Mundart österreichische musik branche

Frauen und Mundart

Ein Kommentar zur österreichischen Musikbranche von Annemie Reisinger-Treiber.

Ich liebe Musik. Ich liebe meinen Job. Ich liebe alle meine KünstlerInnen mit denen ich arbeiten darf. Was ich nicht liebe an meinen Job sind die gefühlten Felsbrocken die einem als Frau in dieser Branche oft in den Weg gelegt werden. Egal ob man KünstlerInnen vertritt oder man eine Künstlerin ist. Ich habe mir sehr lange überlegt was zu dem Thema „Frauen in der Musikbranche“ zu sagen, die letzten Wochen hat es ziemlich in mir gebrodelt und gestern Abend ist dann das Fass einfach übergelaufen. Bei der Licht Ins Dunkel Gala die gestern Abend auf ORF2 ausgestrahlt wurde, gab es insgesamt 6 Live Acts, 5 davon waren männlich, 1 Interpretin weiblich.  Alle männlichen Interpreten bis auf DJ Ötzi hatten 2 Live-Auftritte, Ina Regen ist nur mir einem Lied aufgetreten.  

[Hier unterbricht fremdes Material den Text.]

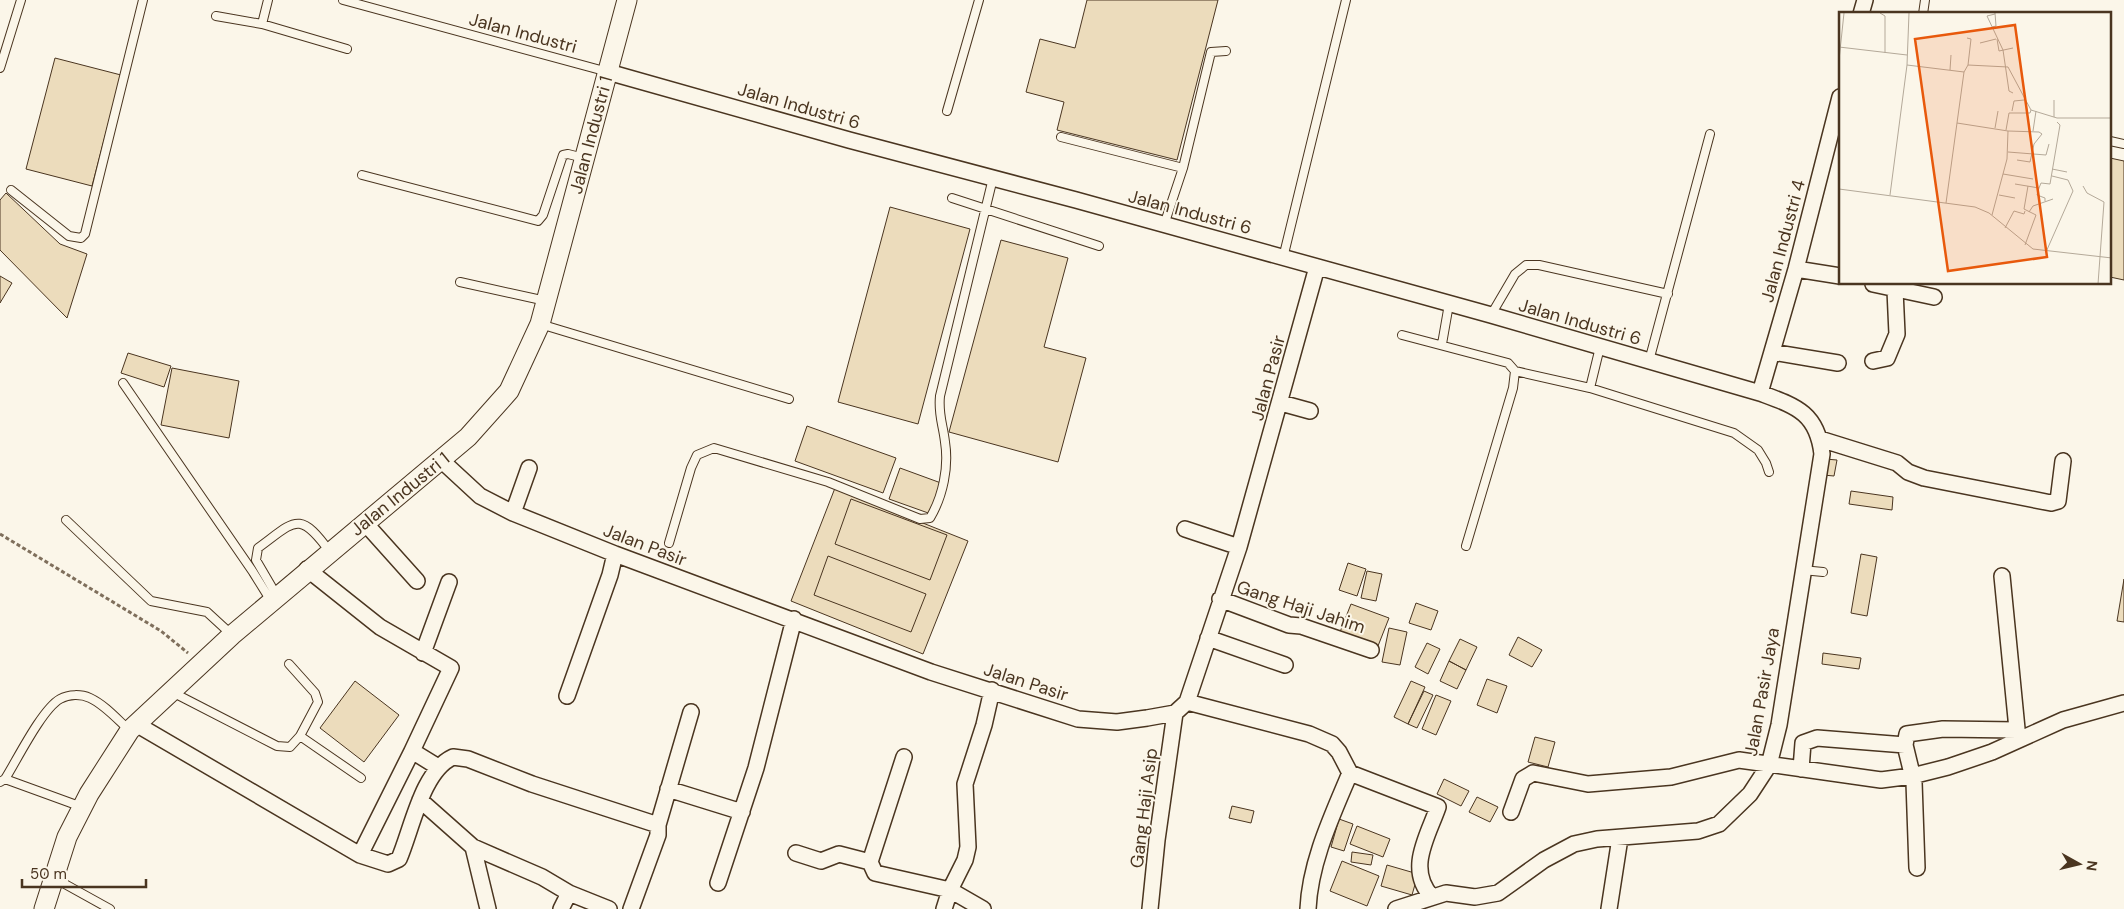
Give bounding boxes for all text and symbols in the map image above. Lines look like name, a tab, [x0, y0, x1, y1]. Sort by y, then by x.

Es sind viele Dinge die mich stören, die man ansprechen muss. Und ich starte jetzt mit dem ersten Thema: „Frauen die in Mundart“ singen. In den österreichischen Jahres Airplay Charts 2019 sind genau 0 Frauen oder Formationen mit Frauen zu finden die in Mundart singen und die man dem Genre „Austro-Pop“ zuordnen könnte. Von den männlichen Kollegen findet man hingegen 6. Woran liegt das? Man könnte behaupten es gibt zu wenig Frauen in dem Genre. Okay, aber was ist zum Beispiel mit Ina Regen, Sabien Stieger oder Birgit Denk? 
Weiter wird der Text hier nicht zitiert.